Albert J. Ellis Airport

aviationairportsnorth-carolinaonslow-countytransportation
4 min read

When a Marine corporal stationed at Camp Lejeune flies home to see his family in Detroit for the weekend, he probably leaves from KOAJ. When a contractor coming to the base from Washington needs to skip the seven-hour drive, the same airport gets him to a rental car in under three hours. Albert J. Ellis Airport in Richlands, North Carolina, is the kind of small regional field that does not get much attention until you need it. For tens of thousands of military families in Onslow County, that need comes up constantly.

A Field for the County

Onslow County owns the airport and the county manages it. The field carries the name of Albert J. Ellis, a longtime Onslow County booster and political figure who pushed for civilian air service in a county whose aviation footprint was dominated by Marine Corps assets. KOAJ sits in Richlands, in the agricultural northwestern corner of the county, away from the military restricted airspace that complicates flying anywhere near Camp Lejeune or MCAS New River. The airport's single runway runs roughly northeast-southwest and is being extended to handle larger regional jets. The LED lighting and signage upgrade in 2018 and 2019 brought the field into the modern era of low-maintenance airfield electronics. A new air traffic control tower opened in late 2017.

The Marine Pipeline

Camp Lejeune is the largest Marine Corps installation east of the Mississippi, home to 43,000 Marines and sailors plus their families. MCAS New River, a few miles east, generates its own steady flow of aviation personnel. The Marines themselves use military airlift when they deploy, but their families do not. A spouse flying to a wedding in Ohio, a teenager flying to college in Texas, a Marine on emergency leave heading to a parent's hospital bed in Florida; all of them tend to leave from Richlands. American Eagle and a second commercial carrier serve the field, with daily connections funneling through Charlotte. Passenger traffic has climbed steadily as the base population has grown.

Growing in Place

Onslow County has plans for KOAJ. A $29 million runway extension to the northeast broke ground in April 2026, adding 900 feet to bring the total runway length to 8,000 feet and opening the field to larger regional jets. Other projects through 2027 will rehabilitate and expand airfield pavements, modernize taxiways, and improve general aviation parking. The growth reflects the larger demographic shift in Onslow County, where population has tripled in the decades since Camp Lejeune was established and continues to climb. Albert J. Ellis is not Charlotte Douglas. It will not become Charlotte Douglas. But it is bigger now than it was a decade ago, and it will be bigger again in a decade.

Coastal Plain Field

Richlands itself is a small town of about 1,500 people, surrounded by pine forest and farmland. The airport sits on flat land typical of the North Carolina coastal plain: easy to fly into, easy to expand. The nearest civilian alternates are Kinston Regional Jetport to the northwest and Wilmington International to the south. Both are bigger and offer more commercial connections, but neither saves a Camp Lejeune family any time. KOAJ is the local airport in a county where most things are designed around the gate to Camp Lejeune.
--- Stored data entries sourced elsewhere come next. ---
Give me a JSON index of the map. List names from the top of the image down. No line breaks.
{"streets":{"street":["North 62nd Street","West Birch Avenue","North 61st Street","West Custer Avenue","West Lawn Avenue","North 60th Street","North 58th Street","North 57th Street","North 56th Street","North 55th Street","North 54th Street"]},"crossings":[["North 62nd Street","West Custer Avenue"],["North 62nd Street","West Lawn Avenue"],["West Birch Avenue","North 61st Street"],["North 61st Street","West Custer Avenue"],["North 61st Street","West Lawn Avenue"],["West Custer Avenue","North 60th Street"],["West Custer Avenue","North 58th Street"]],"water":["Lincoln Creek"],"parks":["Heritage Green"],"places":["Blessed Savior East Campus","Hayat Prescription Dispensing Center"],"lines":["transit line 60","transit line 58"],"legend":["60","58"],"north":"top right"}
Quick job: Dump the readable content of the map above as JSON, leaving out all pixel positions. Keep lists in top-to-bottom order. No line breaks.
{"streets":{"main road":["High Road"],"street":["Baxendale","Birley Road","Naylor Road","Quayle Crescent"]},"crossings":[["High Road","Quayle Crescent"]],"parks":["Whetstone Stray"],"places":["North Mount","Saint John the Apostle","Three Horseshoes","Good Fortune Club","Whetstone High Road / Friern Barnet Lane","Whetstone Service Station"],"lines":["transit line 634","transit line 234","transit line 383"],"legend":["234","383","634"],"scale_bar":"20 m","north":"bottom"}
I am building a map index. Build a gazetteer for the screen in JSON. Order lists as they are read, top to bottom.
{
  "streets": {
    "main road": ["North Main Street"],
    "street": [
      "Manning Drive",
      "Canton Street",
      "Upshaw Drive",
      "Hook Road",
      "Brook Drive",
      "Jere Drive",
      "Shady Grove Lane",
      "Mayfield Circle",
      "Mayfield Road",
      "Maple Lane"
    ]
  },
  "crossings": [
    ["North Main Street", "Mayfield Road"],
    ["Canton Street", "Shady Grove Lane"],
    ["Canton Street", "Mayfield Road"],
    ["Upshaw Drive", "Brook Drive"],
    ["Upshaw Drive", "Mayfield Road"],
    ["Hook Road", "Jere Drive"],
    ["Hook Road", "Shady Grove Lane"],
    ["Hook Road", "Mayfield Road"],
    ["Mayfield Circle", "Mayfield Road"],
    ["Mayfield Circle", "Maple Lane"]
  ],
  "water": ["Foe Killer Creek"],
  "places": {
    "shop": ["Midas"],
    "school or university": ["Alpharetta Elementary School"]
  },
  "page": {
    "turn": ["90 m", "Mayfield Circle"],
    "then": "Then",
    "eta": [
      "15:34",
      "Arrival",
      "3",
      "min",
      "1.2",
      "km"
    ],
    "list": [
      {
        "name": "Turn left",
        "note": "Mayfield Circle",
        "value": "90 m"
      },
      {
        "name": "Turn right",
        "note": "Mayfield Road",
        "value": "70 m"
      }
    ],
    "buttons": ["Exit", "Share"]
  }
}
That includes the airport.

Flight Context

Albert J. Ellis Airport (KOAJ) sits at 34.83 degrees north, 77.61 degrees west, with field elevation about 94 feet. View from 1,500 to 2,500 feet AGL to see the runway, the surrounding farmland, and the distant edge of Camp Lejeune's restricted airspace to the southeast. The field is Class D when the tower is operating. Civilian alternates include Kinston Regional Jetport (KISO) twenty nautical miles northwest and Wilmington International (KILM) thirty-eight nautical miles southwest. MCAS New River (KNCA) and Camp Lejeune (KNJM) are nearby but heavily restricted.

From the Air

KOAJ at 34.83 degrees north, 77.61 degrees west. Field elevation about 94 feet. Class D when tower is open. Civilian alternates: KISO (Kinston), KILM (Wilmington). Avoid Camp Lejeune restricted airspace to the southeast. Watch for summer thunderstorms.